WHAT IS EXPECTED: Please set down every entry from the listing below, word for word.

RECORD SET:
──────────────────────────────

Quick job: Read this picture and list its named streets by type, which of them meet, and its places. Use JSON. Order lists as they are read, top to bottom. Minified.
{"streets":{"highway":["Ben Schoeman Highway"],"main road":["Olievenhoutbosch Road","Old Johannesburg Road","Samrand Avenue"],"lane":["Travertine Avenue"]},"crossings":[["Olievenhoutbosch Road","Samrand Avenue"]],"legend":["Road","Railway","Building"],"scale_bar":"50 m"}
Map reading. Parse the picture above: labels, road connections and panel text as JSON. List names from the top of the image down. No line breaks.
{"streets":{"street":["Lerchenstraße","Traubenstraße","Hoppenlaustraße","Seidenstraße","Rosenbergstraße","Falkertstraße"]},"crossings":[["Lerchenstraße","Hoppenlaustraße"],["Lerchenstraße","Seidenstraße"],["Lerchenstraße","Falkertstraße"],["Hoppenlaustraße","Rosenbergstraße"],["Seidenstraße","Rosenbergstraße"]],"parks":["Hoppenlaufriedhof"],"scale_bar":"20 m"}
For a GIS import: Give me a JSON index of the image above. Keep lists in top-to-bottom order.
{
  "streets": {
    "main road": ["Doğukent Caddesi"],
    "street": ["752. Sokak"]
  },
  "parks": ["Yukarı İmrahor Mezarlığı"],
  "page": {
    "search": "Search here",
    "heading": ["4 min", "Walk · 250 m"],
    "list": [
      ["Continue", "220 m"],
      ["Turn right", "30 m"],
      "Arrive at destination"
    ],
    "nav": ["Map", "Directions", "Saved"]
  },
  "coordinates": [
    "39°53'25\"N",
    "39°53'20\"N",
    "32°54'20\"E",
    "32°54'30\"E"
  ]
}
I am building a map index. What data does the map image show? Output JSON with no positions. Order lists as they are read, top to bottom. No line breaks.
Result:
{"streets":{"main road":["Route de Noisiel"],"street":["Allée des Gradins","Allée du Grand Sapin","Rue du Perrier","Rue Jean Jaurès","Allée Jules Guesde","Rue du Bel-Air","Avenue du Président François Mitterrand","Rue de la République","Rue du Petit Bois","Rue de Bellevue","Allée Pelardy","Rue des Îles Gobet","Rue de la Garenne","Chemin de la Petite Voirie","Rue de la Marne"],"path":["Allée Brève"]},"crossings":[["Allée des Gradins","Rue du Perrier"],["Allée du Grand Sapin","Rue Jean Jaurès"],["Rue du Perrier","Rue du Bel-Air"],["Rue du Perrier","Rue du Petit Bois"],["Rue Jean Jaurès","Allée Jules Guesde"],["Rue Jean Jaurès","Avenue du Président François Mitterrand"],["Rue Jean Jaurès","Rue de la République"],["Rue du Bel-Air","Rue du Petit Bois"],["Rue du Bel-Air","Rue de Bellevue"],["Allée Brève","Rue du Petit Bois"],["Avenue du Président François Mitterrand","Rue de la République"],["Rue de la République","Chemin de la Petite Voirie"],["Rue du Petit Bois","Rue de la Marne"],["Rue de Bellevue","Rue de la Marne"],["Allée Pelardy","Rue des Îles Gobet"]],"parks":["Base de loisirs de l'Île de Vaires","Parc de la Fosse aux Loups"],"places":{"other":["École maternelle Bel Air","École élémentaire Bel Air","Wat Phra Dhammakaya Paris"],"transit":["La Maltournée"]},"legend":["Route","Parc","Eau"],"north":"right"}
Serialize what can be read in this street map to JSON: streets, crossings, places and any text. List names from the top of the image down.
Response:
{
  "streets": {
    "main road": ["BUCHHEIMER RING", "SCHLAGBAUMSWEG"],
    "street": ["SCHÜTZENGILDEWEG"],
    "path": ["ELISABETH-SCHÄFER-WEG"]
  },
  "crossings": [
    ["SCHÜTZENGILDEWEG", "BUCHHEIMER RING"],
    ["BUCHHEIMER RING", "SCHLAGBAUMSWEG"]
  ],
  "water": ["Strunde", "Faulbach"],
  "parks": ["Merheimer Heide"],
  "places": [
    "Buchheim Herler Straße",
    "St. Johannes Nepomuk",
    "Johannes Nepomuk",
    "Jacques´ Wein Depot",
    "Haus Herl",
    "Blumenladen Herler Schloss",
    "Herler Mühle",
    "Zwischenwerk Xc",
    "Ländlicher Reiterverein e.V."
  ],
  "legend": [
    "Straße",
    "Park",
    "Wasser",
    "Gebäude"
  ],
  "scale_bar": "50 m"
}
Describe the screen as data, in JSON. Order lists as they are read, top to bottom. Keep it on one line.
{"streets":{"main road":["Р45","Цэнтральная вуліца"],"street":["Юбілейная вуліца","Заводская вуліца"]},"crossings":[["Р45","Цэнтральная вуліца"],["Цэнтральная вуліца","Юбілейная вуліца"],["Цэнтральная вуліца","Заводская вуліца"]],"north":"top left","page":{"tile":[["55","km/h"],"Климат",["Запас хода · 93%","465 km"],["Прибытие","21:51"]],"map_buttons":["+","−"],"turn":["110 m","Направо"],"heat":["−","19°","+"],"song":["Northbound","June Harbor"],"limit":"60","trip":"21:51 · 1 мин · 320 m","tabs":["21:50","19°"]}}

──────────────────────────────

EXERCISE SOLUTION:
Quick job: Read this picture and list its named streets by type, which of them meet, and its places. Use JSON. Order lists as they are read, top to bottom. Minified.
{"streets":{"highway":["Ben Schoeman Highway"],"main road":["Olievenhoutbosch Road","Old Johannesburg Road","Samrand Avenue"],"lane":["Travertine Avenue"]},"crossings":[["Olievenhoutbosch Road","Samrand Avenue"]],"legend":["Road","Railway","Building"],"scale_bar":"50 m"}
Map reading. Parse the picture above: labels, road connections and panel text as JSON. List names from the top of the image down. No line breaks.
{"streets":{"street":["Lerchenstraße","Traubenstraße","Hoppenlaustraße","Seidenstraße","Rosenbergstraße","Falkertstraße"]},"crossings":[["Lerchenstraße","Hoppenlaustraße"],["Lerchenstraße","Seidenstraße"],["Lerchenstraße","Falkertstraße"],["Hoppenlaustraße","Rosenbergstraße"],["Seidenstraße","Rosenbergstraße"]],"parks":["Hoppenlaufriedhof"],"scale_bar":"20 m"}
For a GIS import: Give me a JSON index of the image above. Keep lists in top-to-bottom order.
{
  "streets": {
    "main road": ["Doğukent Caddesi"],
    "street": ["752. Sokak"]
  },
  "parks": ["Yukarı İmrahor Mezarlığı"],
  "page": {
    "search": "Search here",
    "heading": ["4 min", "Walk · 250 m"],
    "list": [
      ["Continue", "220 m"],
      ["Turn right", "30 m"],
      "Arrive at destination"
    ],
    "nav": ["Map", "Directions", "Saved"]
  },
  "coordinates": [
    "39°53'25\"N",
    "39°53'20\"N",
    "32°54'20\"E",
    "32°54'30\"E"
  ]
}
I am building a map index. What data does the map image show? Output JSON with no positions. Order lists as they are read, top to bottom. No line breaks.
Result:
{"streets":{"main road":["Route de Noisiel"],"street":["Allée des Gradins","Allée du Grand Sapin","Rue du Perrier","Rue Jean Jaurès","Allée Jules Guesde","Rue du Bel-Air","Avenue du Président François Mitterrand","Rue de la République","Rue du Petit Bois","Rue de Bellevue","Allée Pelardy","Rue des Îles Gobet","Rue de la Garenne","Chemin de la Petite Voirie","Rue de la Marne"],"path":["Allée Brève"]},"crossings":[["Allée des Gradins","Rue du Perrier"],["Allée du Grand Sapin","Rue Jean Jaurès"],["Rue du Perrier","Rue du Bel-Air"],["Rue du Perrier","Rue du Petit Bois"],["Rue Jean Jaurès","Allée Jules Guesde"],["Rue Jean Jaurès","Avenue du Président François Mitterrand"],["Rue Jean Jaurès","Rue de la République"],["Rue du Bel-Air","Rue du Petit Bois"],["Rue du Bel-Air","Rue de Bellevue"],["Allée Brève","Rue du Petit Bois"],["Avenue du Président François Mitterrand","Rue de la République"],["Rue de la République","Chemin de la Petite Voirie"],["Rue du Petit Bois","Rue de la Marne"],["Rue de Bellevue","Rue de la Marne"],["Allée Pelardy","Rue des Îles Gobet"]],"parks":["Base de loisirs de l'Île de Vaires","Parc de la Fosse aux Loups"],"places":{"other":["École maternelle Bel Air","École élémentaire Bel Air","Wat Phra Dhammakaya Paris"],"transit":["La Maltournée"]},"legend":["Route","Parc","Eau"],"north":"right"}
Serialize what can be read in this street map to JSON: streets, crossings, places and any text. List names from the top of the image down.
Response:
{
  "streets": {
    "main road": ["BUCHHEIMER RING", "SCHLAGBAUMSWEG"],
    "street": ["SCHÜTZENGILDEWEG"],
    "path": ["ELISABETH-SCHÄFER-WEG"]
  },
  "crossings": [
    ["SCHÜTZENGILDEWEG", "BUCHHEIMER RING"],
    ["BUCHHEIMER RING", "SCHLAGBAUMSWEG"]
  ],
  "water": ["Strunde", "Faulbach"],
  "parks": ["Merheimer Heide"],
  "places": [
    "Buchheim Herler Straße",
    "St. Johannes Nepomuk",
    "Johannes Nepomuk",
    "Jacques´ Wein Depot",
    "Haus Herl",
    "Blumenladen Herler Schloss",
    "Herler Mühle",
    "Zwischenwerk Xc",
    "Ländlicher Reiterverein e.V."
  ],
  "legend": [
    "Straße",
    "Park",
    "Wasser",
    "Gebäude"
  ],
  "scale_bar": "50 m"
}
Describe the screen as data, in JSON. Order lists as they are read, top to bottom. Keep it on one line.
{"streets":{"main road":["Р45","Цэнтральная вуліца"],"street":["Юбілейная вуліца","Заводская вуліца"]},"crossings":[["Р45","Цэнтральная вуліца"],["Цэнтральная вуліца","Юбілейная вуліца"],["Цэнтральная вуліца","Заводская вуліца"]],"north":"top left","page":{"tile":[["55","km/h"],"Климат",["Запас хода · 93%","465 km"],["Прибытие","21:51"]],"map_buttons":["+","−"],"turn":["110 m","Направо"],"heat":["−","19°","+"],"song":["Northbound","June Harbor"],"limit":"60","trip":"21:51 · 1 мин · 320 m","tabs":["21:50","19°"]}}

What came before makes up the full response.